WHAT YOU WILL DO.
Would you show every line from the records that holds "Serialize"?

══════════

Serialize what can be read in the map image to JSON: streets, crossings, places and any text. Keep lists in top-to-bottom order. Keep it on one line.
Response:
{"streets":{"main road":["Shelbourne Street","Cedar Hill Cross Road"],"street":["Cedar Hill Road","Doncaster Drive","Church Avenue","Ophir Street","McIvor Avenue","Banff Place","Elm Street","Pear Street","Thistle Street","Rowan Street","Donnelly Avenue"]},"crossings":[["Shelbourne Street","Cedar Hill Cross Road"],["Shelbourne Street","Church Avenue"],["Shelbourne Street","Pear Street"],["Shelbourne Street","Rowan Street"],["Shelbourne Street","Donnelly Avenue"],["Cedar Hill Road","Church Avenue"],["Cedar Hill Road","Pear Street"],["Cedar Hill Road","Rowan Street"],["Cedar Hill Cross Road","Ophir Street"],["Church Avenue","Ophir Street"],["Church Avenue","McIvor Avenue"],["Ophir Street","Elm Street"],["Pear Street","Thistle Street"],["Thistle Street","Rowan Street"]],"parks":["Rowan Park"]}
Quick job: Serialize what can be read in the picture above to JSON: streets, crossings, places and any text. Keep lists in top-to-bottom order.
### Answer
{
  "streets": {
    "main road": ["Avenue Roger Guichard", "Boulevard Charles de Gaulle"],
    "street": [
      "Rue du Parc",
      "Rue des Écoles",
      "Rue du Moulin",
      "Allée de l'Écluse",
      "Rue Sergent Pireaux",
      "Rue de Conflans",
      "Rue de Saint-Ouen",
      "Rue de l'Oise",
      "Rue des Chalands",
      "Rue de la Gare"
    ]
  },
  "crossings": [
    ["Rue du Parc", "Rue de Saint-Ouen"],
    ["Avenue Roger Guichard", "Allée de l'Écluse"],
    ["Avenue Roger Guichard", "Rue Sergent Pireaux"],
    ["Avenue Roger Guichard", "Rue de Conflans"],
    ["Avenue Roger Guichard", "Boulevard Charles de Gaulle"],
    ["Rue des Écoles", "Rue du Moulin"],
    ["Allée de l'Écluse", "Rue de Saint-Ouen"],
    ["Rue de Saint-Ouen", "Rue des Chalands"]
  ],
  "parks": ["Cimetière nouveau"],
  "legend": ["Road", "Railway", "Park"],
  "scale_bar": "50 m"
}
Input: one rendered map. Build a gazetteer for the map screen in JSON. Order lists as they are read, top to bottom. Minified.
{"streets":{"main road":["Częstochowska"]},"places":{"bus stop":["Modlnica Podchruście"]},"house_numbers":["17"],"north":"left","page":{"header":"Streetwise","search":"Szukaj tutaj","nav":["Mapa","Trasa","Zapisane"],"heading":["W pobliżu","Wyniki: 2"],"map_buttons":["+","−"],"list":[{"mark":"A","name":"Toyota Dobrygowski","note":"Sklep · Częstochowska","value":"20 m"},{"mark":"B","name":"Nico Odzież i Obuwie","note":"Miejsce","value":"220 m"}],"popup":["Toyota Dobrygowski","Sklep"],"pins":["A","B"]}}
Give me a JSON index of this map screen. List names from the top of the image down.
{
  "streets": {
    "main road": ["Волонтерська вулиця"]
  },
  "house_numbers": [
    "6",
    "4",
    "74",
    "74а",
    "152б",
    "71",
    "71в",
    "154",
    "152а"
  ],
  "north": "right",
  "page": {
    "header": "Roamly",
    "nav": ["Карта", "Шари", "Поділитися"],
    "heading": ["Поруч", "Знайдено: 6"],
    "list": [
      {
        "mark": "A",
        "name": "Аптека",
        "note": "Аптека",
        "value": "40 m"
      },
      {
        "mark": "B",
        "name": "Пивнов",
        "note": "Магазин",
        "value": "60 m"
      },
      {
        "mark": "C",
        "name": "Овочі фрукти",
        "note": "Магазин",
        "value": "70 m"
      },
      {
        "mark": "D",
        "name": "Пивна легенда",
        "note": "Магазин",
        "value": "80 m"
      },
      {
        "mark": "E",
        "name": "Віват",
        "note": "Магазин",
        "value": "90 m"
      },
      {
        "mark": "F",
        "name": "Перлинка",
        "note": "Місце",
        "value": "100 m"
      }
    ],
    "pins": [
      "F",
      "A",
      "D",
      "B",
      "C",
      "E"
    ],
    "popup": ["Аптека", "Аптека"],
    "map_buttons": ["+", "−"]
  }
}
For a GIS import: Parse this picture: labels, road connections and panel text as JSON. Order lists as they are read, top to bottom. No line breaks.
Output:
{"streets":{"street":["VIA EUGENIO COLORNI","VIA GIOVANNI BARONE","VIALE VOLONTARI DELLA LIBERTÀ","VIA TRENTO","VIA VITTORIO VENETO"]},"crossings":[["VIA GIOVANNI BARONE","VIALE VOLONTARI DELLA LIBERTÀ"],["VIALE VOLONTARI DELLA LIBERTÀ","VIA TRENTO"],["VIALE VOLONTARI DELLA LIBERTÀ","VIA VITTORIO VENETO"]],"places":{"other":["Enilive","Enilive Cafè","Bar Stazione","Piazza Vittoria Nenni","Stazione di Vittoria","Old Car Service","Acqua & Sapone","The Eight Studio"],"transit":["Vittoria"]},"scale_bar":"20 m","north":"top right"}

══════════

RESPONSE TO THE TASK.
Serialize what can be read in the map image to JSON: streets, crossings, places and any text. Keep lists in top-to-bottom order. Keep it on one line.
Quick job: Serialize what can be read in the picture above to JSON: streets, crossings, places and any text. Keep lists in top-to-bottom order.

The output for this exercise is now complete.